Latency And Throughput

2 minute read

Latency and throughput are the two most important measures of the performance of a system.


Latency essentially measures the time it takes for data to travel through a system, specifically, the duration required for data to move from one point in the system to another.

When discussing latency, it can refer to various aspects within a system. For example, we might consider the latency of a network request. This would be the time it takes for a request to travel from a client to a server and then back from the server to the client.

Similarly, if you’re reading data from memory or perhaps from a disk, the time it takes to access that data is also considered latency.

One crucial aspect of latency to understand is that different components in systems have varying latencies.
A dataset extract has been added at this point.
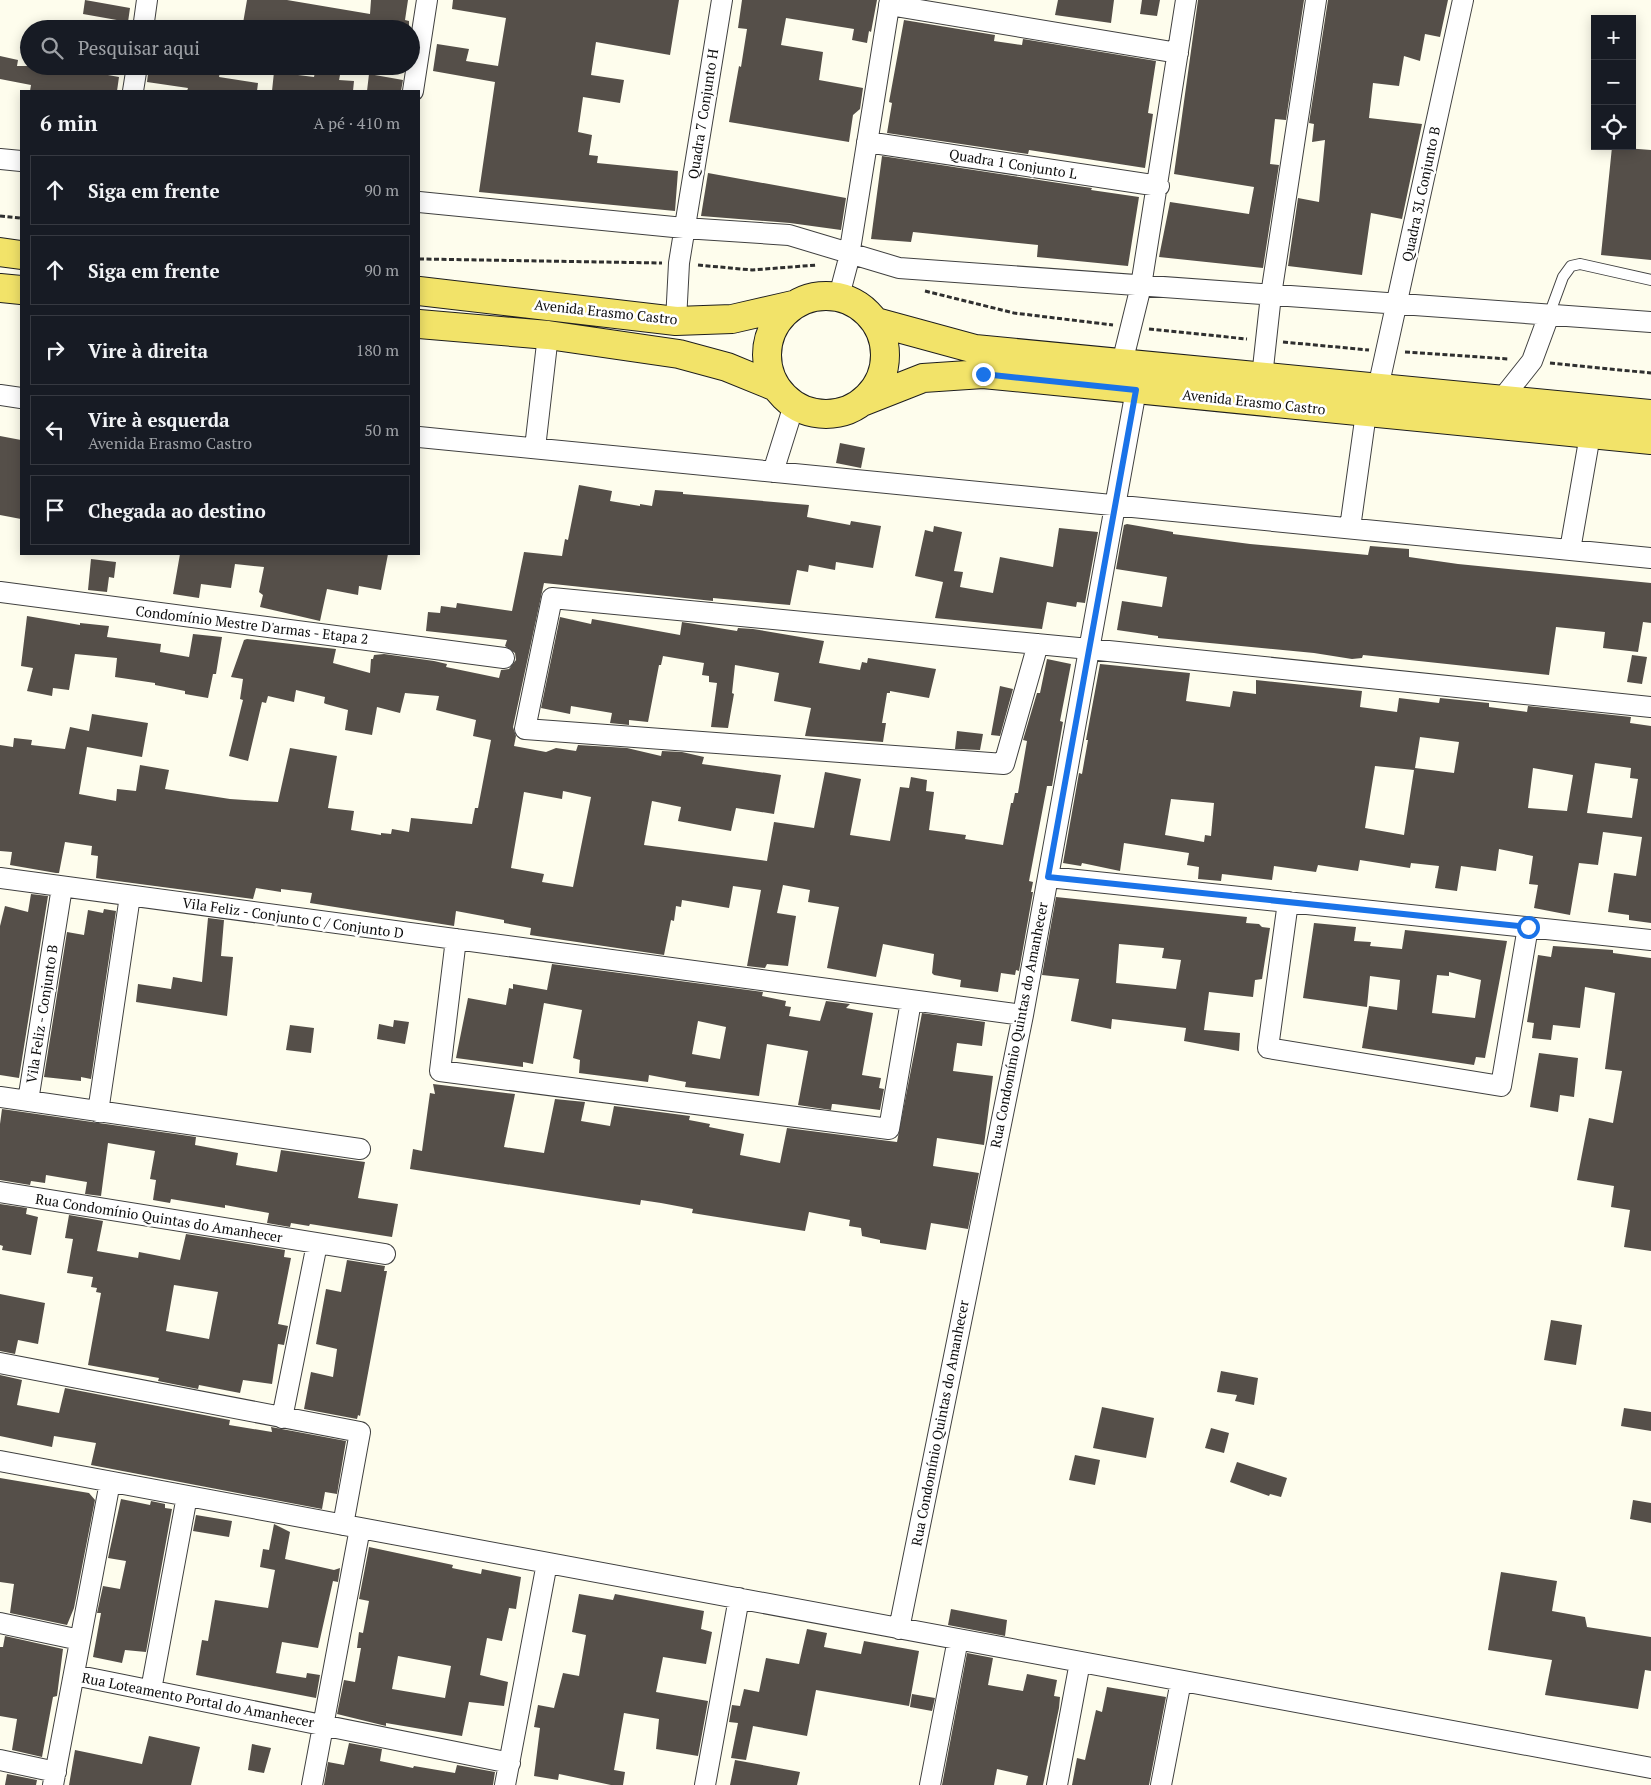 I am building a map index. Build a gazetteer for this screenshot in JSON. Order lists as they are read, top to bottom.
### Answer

There is a trade-off involved in the design of a system, as some elements will exhibit higher latencies, while others will have lower latencies.

For example, if you are:

  • Reading 1 MB from RAM: 250 μs (0.25 ms)
  • Reading 1 MB from SSD: 1,000 μs (1ms)
  • Transfer 1 MB over Network (1 Gbps): 10,000 μs (10ms)
  • Reading 1MB from HDD: 20,000 μs (20ms)
  • Inter-Continental Round Trip for packet: 150,000 μs (150ms)


In simpler terms, throughput refers to the amount of work a machine can perform within a specific time frame. Generally, when discussing throughput, we focus on the volume of data that can be transferred from one point in a system to another within a certain period.

Throughput is commonly measured in units like gigabytes per second, kilobytes per second, or megabytes per second. For example, a server’s throughput can often be gauged in terms of requests per second (RPS or QPS).

You can think of throughput as a bottleneck, where only a certain number of bytes can be accommodated within a given time frame, such as seconds. This capacity limitation is essentially what throughput represents.


It is important to note that although latency and throughput are closely related and crucial for measuring a system’s performance, they are not necessarily correlated. For example, a system, or specific components within it, might have very low latency, meaning they support rapid data transfers. However, there might be parts of the system with low throughput, which could negate the benefits of those low-latency operations.

In essence, we cannot make assumptions about latency or throughput based solely on the other. They are not inherently correlated factors.